Columna publicada en El Líbero, 27.09.2016

Para poner freno a la centralización del país, el Gobierno ha ingresado un proyecto de ley que permite la elección de los intendentes por sufragio. Si bien el diseño institucional de esta propuesta ha sido criticado desde el derecho administrativo por un reciente informe del Centro UC de Políticas Públicas, hay razones adicionales para mirar el proyecto con sospecha. Esperar que vaya a aumentar la participación política por el mero hecho de que se elijan los intendentes podría ser ilusorio, especialmente si se pierde de vista que ella está directamente vinculada a la participación en otras esferas de la vida social.

En efecto, para hacer posible la transferencia de poder desde Santiago hacia el resto de las regiones –a lo que en general nos referimos con la idea de “descentralización”–, se requiere generar un aumento en la participación social y política de sus habitantes, de modo que puedan ser gestores de los asuntos locales. Este parece ser el mecanismo por el cual evitamos la tentación de olvidarnos de que somos ciudadanos.

Sin embargo, aun cuando en algunos aspectos pueda haber una línea difusa entre ambos, existe una diferencia cualitativa entre lo “social” y lo “político”. En este sentido, lo “político” tiene que ver fundamentalmente con el gobierno y la administración del Estado, y lo “social” con los demás componentes de la vida social: la sociedad civil y el mercado. Poner atención a esta diferencia es importante porque nos permite analizar si es que existe algún tipo de orden de prelación entre ellas y cómo se implican mutuamente. Con eso en mente, podremos saber qué dispositivos usar para promover cada una.

La existencia de una sociedad vital y en forma (en buen estado) implica una tensión necesaria entre la esfera estatal, la del mercado y la de la sociedad civil. Mary Ann Glendon ha señalado que esta tensión puede ser destructora o creadora, y será creadora cuando las estructuras de cada una estén en fuerzas relativamente balanceadas (esto no significa que deban ser iguales: según el caso, se puede exigir mucha o muy poca presencia estatal).
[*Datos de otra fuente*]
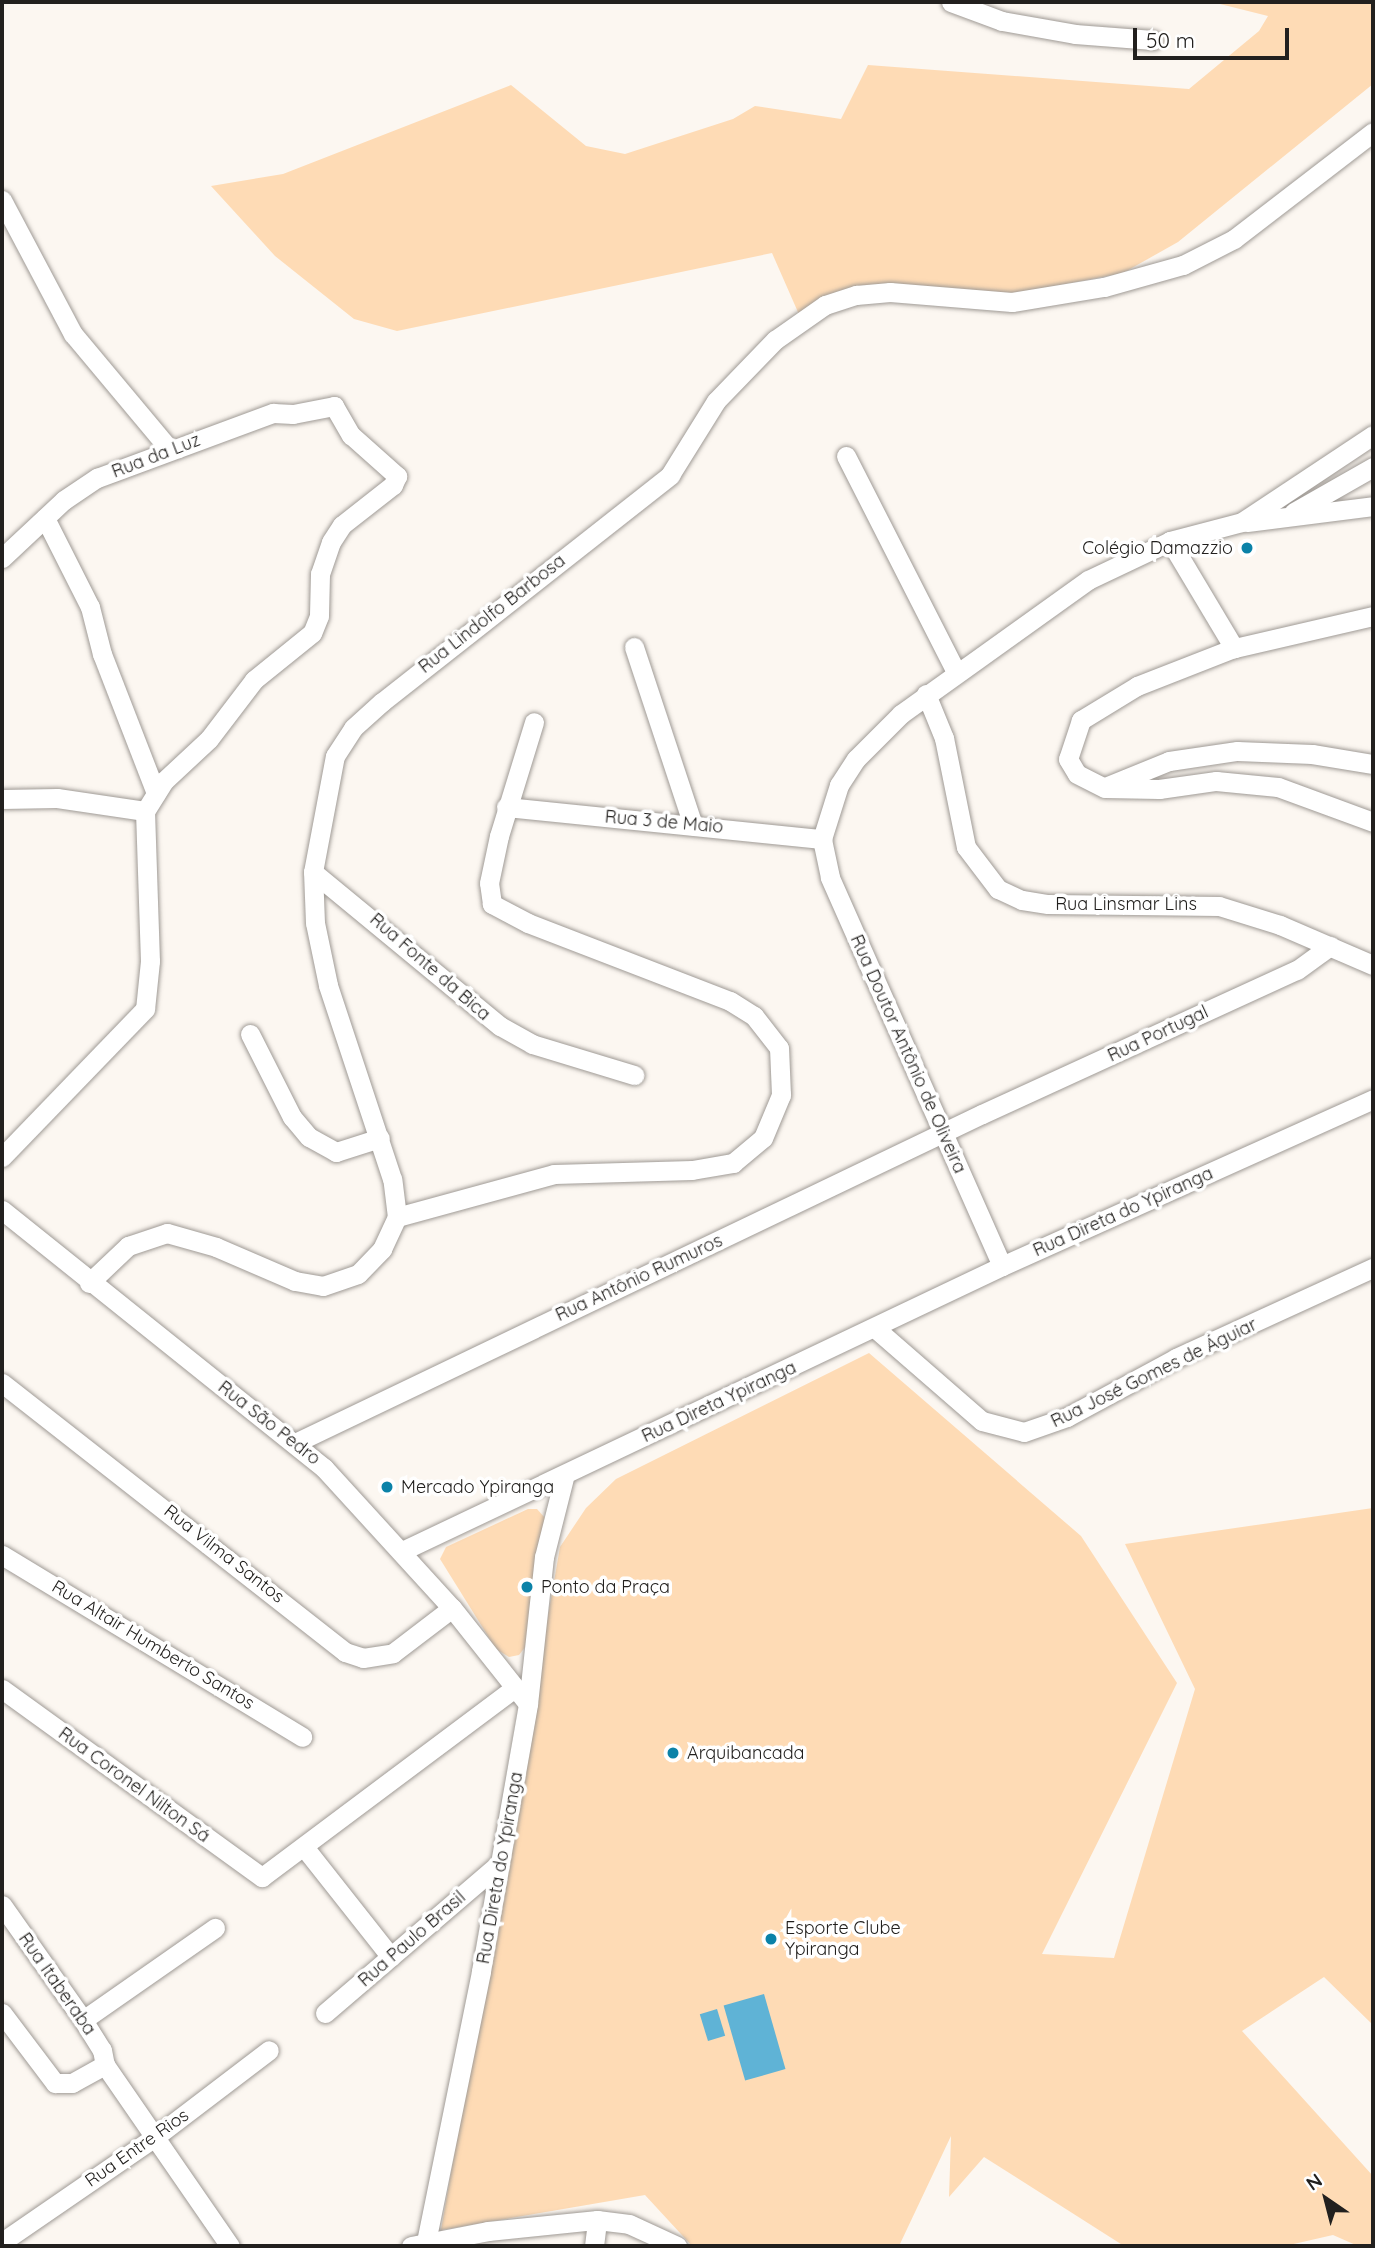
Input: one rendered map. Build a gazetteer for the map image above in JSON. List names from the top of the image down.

Así, el ejercicio del poder estatal (ya sea central o regional) sólo puede ser robusto en la medida en que las fuerzas de la sociedad civil y del mercado también lo sean.

De lo anterior se sigue una consecuencia importante: habrá auténtica participación política en la medida en que las personas le encuentren un sentido a la asociación en pequeñas comunidades en que se hagan cargo de su propia realización personal y colectiva. Es a través de ellas que se generan las virtudes necesarias, el sentido de responsabilidad, y el consecuente impulso a participar en las decisiones políticas. Mientras menos nos hagamos cargo de nuestro propio destino, mientras no logremos dar forma y fuerza a nuestra vida en común, más grande se hará la distancia entre gobernantes (centrales y regionales) y ciudadanos; y, así, más se profundizará nuestro desinterés por lo que está fuera de nosotros.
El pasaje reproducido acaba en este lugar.